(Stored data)
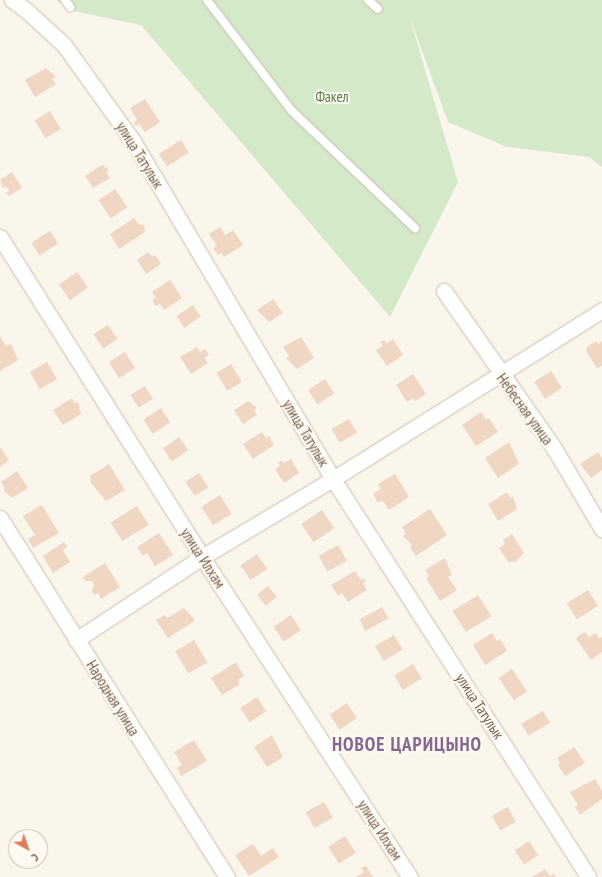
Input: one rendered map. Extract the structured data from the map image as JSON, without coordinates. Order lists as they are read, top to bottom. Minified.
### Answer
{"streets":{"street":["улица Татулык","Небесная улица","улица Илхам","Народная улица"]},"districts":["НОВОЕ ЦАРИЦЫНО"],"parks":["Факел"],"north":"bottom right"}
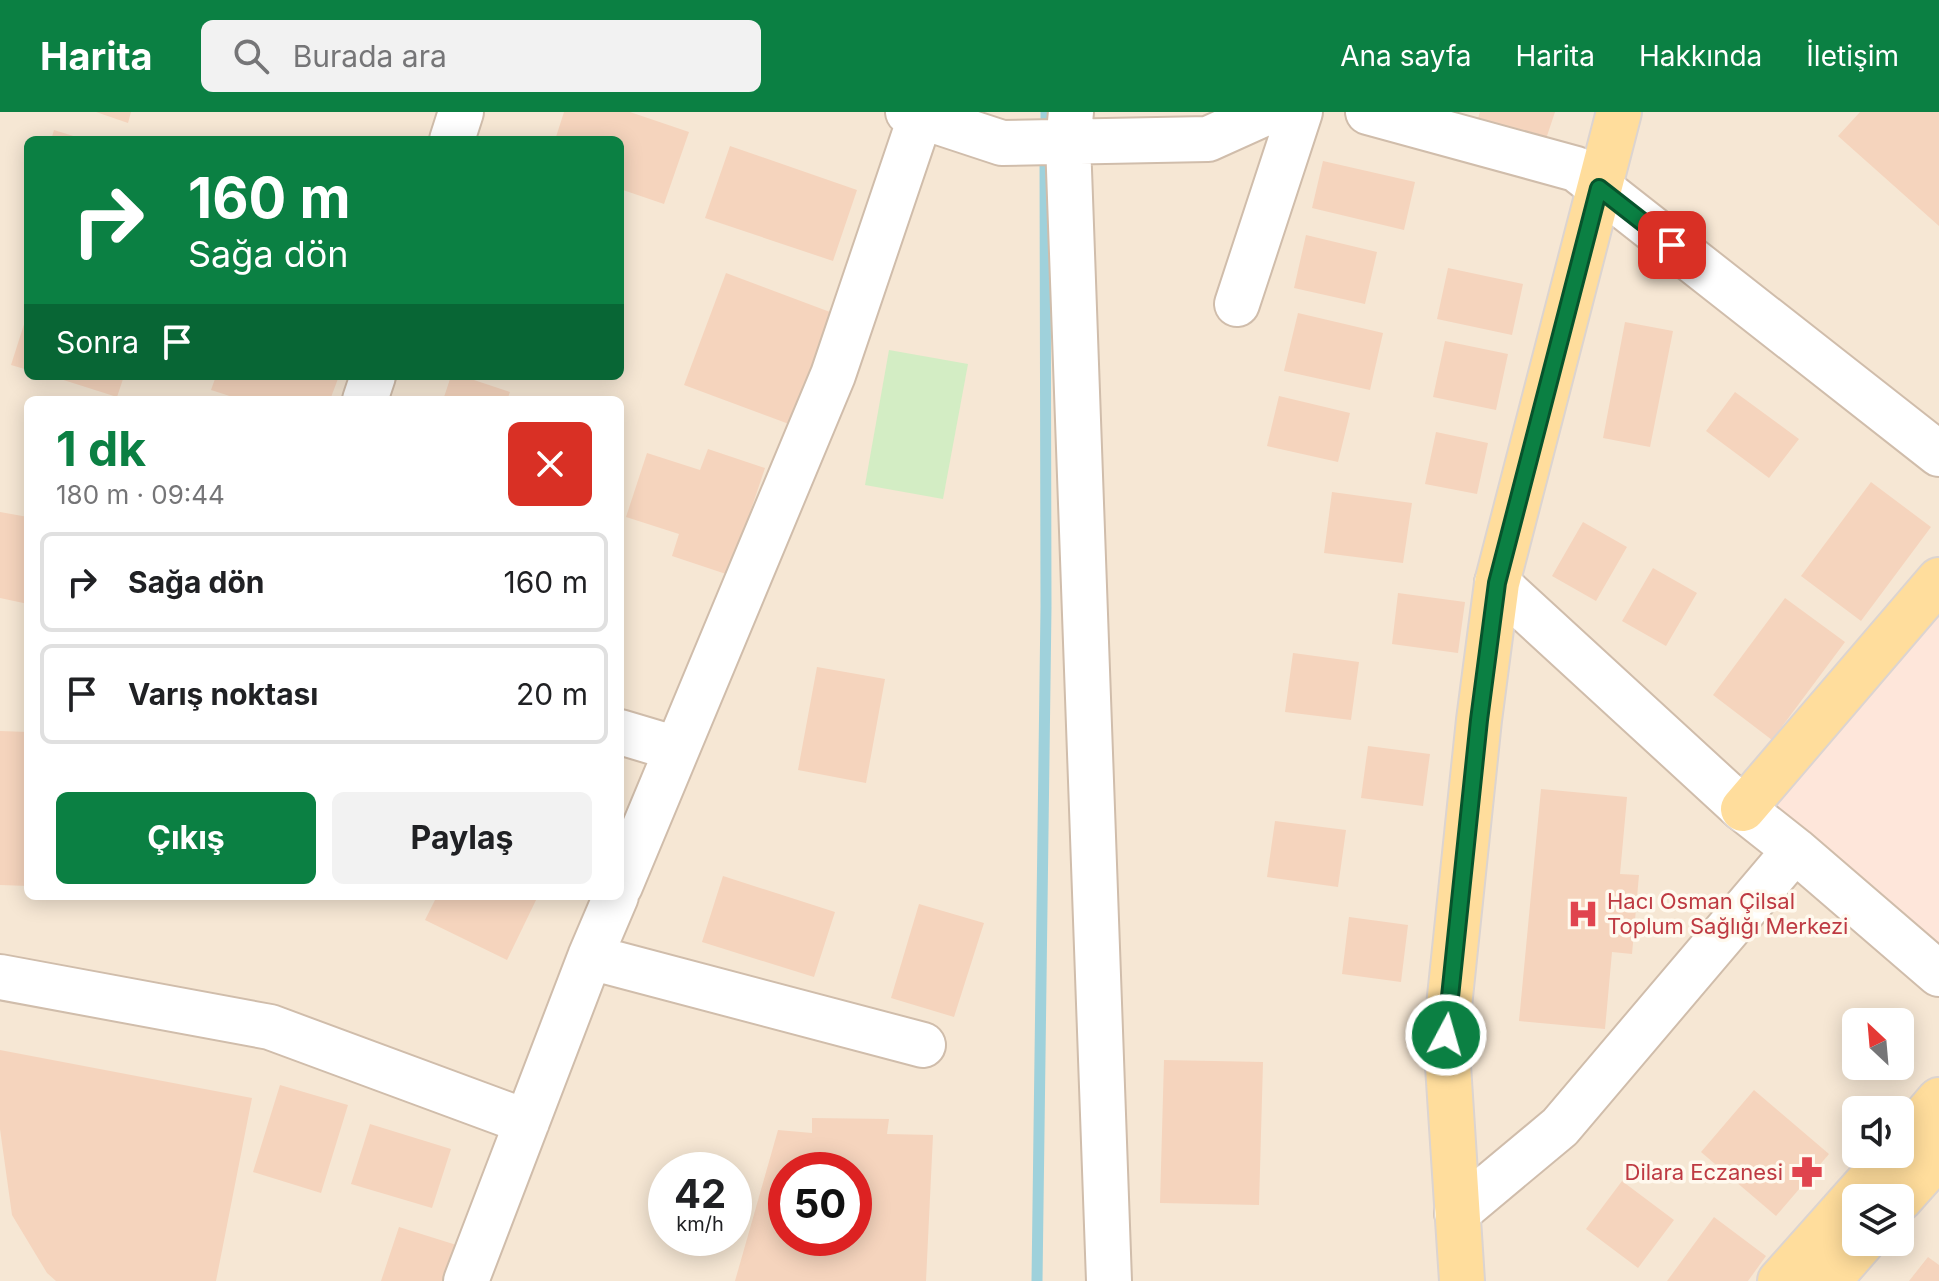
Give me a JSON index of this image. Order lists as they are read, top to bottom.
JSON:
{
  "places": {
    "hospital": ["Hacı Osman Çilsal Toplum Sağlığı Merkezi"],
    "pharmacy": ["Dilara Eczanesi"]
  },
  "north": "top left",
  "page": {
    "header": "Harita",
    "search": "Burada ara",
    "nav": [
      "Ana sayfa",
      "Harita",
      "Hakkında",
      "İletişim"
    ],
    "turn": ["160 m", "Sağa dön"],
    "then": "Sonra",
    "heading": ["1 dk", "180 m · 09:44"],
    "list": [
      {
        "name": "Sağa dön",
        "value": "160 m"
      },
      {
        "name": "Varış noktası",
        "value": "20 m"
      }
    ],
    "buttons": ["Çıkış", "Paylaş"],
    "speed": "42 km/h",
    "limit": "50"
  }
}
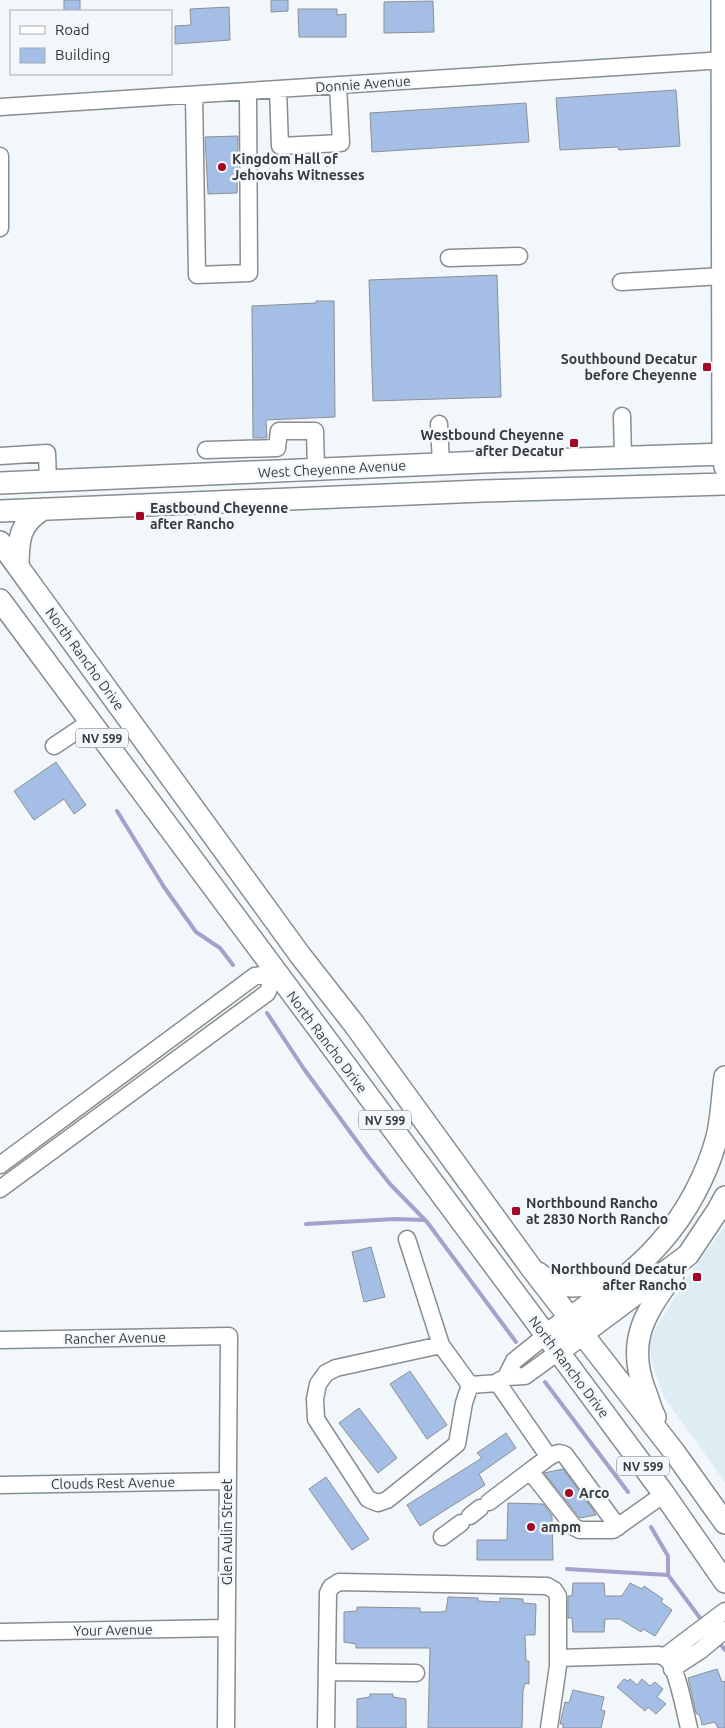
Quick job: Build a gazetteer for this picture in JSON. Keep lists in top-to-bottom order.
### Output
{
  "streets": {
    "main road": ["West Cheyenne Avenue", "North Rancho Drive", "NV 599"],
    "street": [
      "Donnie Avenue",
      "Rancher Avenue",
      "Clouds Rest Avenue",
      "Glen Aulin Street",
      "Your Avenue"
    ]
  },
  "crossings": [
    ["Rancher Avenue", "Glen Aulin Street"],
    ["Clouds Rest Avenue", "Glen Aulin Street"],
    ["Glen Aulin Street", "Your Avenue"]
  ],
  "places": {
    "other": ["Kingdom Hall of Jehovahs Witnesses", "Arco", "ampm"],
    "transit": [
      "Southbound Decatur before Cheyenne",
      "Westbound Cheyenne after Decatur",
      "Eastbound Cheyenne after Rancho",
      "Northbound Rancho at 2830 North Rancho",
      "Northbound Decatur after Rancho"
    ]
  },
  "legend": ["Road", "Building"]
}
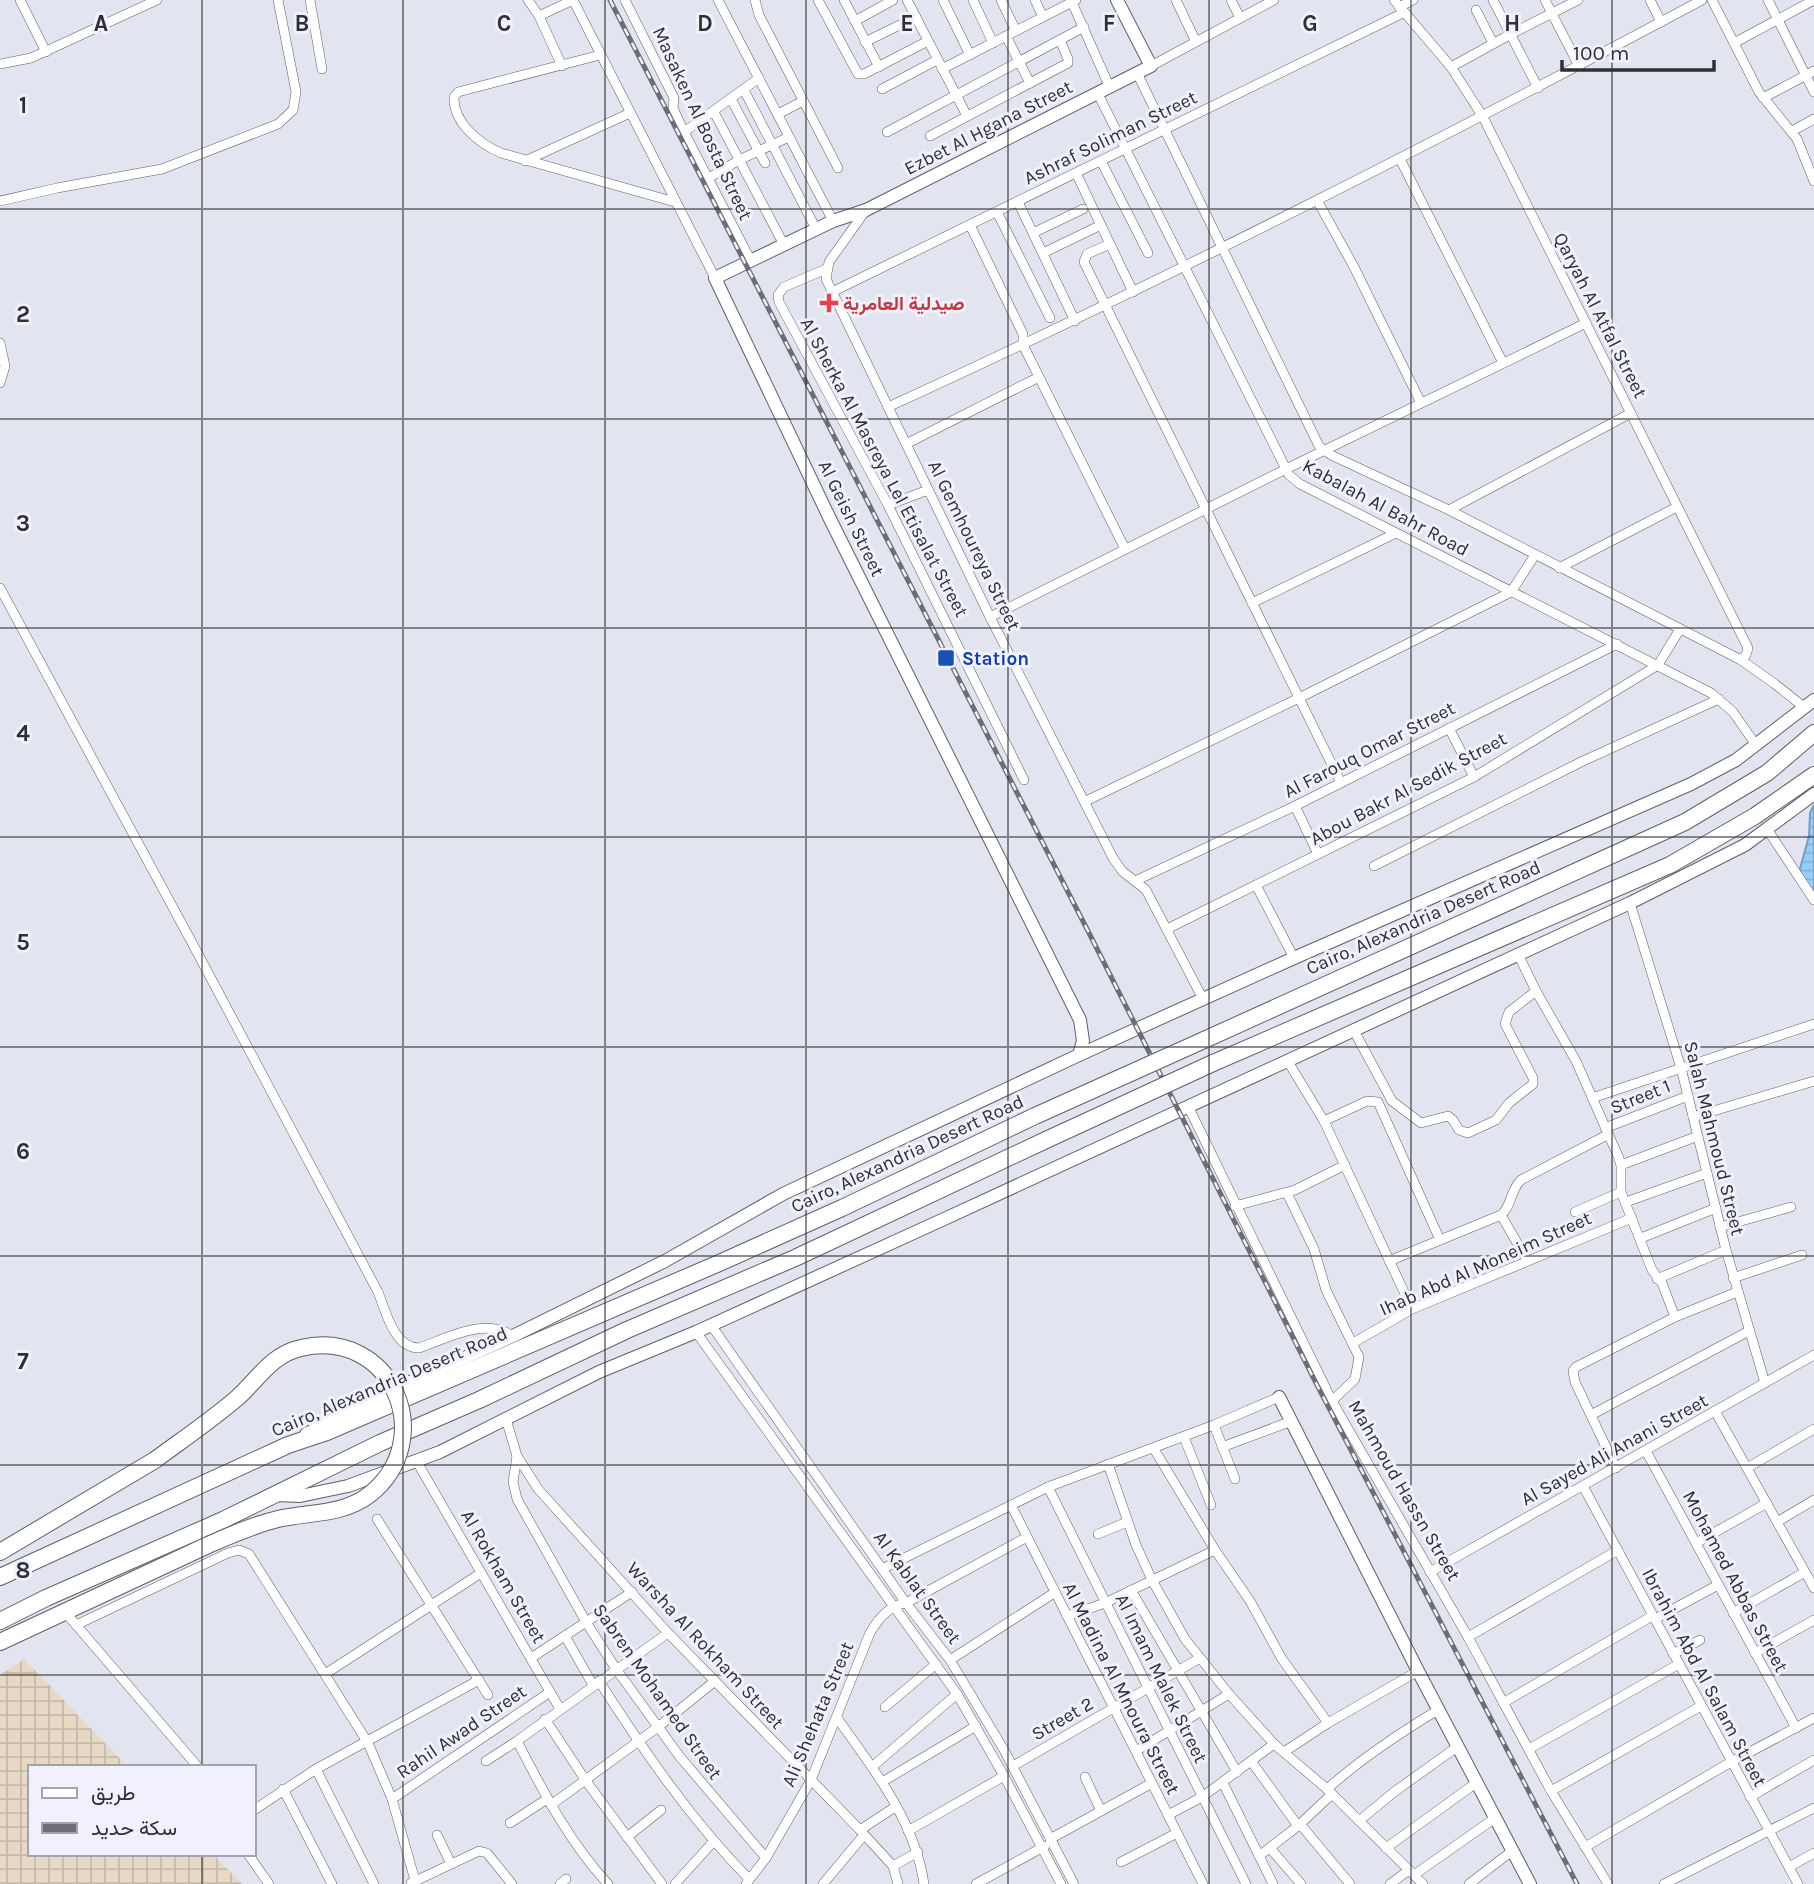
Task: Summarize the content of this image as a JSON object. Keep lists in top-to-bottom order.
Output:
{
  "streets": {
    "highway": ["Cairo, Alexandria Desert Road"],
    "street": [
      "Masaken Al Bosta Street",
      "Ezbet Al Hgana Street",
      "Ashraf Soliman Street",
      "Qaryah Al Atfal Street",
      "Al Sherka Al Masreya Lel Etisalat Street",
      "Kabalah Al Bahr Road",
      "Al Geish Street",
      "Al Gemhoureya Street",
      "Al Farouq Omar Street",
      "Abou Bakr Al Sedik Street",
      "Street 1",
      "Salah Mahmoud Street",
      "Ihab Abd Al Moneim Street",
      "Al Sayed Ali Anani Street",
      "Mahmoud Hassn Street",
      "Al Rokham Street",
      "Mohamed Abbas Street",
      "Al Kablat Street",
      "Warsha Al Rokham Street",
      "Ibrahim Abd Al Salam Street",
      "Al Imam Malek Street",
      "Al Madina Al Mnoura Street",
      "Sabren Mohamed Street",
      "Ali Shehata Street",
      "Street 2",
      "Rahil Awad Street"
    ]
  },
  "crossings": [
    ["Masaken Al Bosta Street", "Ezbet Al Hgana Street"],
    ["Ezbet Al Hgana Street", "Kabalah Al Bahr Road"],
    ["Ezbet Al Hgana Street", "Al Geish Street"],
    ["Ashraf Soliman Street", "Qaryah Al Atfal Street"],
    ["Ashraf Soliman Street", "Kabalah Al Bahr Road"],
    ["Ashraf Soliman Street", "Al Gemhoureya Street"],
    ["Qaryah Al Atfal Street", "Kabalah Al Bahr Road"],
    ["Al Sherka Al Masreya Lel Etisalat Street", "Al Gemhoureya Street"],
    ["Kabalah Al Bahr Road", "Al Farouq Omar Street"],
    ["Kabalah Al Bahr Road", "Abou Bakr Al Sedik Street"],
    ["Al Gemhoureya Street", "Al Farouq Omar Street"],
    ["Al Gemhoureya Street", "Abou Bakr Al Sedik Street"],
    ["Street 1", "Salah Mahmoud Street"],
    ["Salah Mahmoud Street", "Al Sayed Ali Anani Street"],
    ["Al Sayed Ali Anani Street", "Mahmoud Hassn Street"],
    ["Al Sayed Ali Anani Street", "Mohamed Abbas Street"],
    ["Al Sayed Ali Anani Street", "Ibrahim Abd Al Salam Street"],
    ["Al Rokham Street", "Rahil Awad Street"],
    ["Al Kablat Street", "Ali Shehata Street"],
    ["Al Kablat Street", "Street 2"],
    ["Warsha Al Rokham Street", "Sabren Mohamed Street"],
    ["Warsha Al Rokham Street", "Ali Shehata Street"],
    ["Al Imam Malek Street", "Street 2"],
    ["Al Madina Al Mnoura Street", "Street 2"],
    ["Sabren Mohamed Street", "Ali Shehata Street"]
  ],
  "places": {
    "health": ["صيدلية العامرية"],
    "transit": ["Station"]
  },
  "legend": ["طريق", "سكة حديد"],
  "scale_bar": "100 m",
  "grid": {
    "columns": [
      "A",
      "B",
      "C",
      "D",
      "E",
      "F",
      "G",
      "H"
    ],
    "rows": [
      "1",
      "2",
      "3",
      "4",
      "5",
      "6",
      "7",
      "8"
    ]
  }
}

_WORK TO BE COMPLETED_:
Filter the data down to the lines that contain the string "Rancho", and copy them.

_REPLY TO THE TASK_:
    "main road": ["West Cheyenne Avenue", "North Rancho Drive", "NV 599"],
      "Eastbound Cheyenne after Rancho",
      "Northbound Rancho at 2830 North Rancho",
      "Northbound Decatur after Rancho"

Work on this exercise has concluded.